━━━━━ DATA LISTING
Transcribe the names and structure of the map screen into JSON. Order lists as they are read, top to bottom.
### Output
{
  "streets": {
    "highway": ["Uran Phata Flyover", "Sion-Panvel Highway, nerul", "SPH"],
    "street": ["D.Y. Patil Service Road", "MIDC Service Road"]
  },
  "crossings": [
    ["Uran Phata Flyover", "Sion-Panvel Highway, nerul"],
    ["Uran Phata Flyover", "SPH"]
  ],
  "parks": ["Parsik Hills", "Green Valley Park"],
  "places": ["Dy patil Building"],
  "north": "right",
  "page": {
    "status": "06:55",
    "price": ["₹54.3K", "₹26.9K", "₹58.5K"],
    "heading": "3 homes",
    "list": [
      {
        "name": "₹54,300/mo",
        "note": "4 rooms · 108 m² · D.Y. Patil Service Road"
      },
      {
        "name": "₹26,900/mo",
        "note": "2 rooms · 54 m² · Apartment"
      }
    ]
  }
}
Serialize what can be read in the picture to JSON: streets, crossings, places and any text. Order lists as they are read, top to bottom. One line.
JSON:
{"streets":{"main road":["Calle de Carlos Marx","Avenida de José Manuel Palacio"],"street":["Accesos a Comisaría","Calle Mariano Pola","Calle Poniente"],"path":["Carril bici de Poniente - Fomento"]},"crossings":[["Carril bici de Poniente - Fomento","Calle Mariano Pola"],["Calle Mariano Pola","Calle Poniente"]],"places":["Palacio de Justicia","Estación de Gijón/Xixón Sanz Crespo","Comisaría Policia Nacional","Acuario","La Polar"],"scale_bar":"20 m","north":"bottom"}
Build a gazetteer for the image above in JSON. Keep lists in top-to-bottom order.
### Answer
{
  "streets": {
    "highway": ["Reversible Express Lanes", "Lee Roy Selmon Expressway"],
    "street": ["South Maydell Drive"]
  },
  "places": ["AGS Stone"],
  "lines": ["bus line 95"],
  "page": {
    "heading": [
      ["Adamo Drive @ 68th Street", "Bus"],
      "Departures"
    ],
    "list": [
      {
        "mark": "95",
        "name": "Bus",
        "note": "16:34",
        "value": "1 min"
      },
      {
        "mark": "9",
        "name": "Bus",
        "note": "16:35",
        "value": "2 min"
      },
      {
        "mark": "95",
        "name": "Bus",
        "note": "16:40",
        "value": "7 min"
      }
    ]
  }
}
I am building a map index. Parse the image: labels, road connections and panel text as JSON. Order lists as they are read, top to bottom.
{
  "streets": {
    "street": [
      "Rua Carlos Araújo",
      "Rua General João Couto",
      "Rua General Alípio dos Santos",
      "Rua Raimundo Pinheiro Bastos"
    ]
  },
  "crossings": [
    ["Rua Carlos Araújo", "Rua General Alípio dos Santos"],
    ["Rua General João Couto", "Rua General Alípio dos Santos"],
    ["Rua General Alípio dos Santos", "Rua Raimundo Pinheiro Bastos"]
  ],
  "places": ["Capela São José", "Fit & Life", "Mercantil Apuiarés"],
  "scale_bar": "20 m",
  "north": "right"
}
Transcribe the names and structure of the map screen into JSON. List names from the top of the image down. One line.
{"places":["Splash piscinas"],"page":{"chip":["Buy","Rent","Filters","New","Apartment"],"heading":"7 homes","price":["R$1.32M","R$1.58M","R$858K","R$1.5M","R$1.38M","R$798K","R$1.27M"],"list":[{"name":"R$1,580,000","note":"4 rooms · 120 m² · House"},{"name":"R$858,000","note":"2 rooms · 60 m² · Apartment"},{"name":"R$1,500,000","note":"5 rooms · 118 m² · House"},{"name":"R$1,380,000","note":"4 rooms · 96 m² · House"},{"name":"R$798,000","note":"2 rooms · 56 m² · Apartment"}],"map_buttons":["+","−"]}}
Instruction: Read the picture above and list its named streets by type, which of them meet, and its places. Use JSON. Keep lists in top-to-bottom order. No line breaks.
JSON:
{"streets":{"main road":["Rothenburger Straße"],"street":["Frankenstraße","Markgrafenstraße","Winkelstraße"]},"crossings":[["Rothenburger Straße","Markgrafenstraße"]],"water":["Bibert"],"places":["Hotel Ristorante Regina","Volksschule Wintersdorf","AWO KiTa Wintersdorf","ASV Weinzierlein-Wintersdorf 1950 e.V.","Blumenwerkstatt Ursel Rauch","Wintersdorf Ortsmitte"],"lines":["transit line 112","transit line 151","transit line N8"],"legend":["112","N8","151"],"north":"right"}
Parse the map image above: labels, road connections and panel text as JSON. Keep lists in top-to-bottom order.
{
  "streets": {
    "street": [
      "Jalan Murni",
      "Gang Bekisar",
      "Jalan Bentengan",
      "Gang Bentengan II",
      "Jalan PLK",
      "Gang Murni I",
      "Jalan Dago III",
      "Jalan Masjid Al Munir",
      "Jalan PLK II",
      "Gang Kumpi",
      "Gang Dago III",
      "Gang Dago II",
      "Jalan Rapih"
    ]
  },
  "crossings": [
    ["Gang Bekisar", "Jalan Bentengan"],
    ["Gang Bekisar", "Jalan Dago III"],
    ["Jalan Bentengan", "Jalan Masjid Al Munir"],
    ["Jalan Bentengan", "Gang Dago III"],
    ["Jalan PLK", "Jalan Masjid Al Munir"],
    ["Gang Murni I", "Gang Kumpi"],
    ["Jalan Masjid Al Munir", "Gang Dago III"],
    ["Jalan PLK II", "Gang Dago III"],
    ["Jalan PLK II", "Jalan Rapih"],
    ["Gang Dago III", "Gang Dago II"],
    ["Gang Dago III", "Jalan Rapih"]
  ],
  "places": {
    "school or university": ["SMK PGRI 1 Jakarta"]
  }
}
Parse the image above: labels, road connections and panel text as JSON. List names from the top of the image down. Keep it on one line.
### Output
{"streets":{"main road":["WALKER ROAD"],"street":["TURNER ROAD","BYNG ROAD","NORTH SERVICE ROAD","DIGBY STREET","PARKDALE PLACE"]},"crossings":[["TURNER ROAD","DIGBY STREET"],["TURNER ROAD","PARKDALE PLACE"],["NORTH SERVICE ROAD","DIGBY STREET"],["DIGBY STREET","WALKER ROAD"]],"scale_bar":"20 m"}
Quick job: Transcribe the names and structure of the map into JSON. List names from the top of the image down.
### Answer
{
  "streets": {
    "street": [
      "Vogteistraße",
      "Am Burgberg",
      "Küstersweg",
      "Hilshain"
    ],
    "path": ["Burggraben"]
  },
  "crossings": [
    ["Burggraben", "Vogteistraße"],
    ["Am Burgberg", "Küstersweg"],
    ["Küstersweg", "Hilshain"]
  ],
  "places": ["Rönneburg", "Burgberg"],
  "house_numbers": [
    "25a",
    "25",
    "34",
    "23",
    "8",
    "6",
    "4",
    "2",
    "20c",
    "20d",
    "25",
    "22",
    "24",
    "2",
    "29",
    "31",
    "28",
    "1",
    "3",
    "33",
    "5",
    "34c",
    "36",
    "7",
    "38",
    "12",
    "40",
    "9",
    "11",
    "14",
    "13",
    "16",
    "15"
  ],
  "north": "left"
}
━━━━━━━━━━
TASK REQUIREMENTS: Return each line of the data where the word "picture" appears.

TASK RESULT:
Serialize what can be read in the picture to JSON: streets, crossings, places and any text. Order lists as they are read, top to bottom. One line.
Instruction: Read the picture above and list its named streets by type, which of them meet, and its places. Use JSON. Keep lists in top-to-bottom order. No line breaks.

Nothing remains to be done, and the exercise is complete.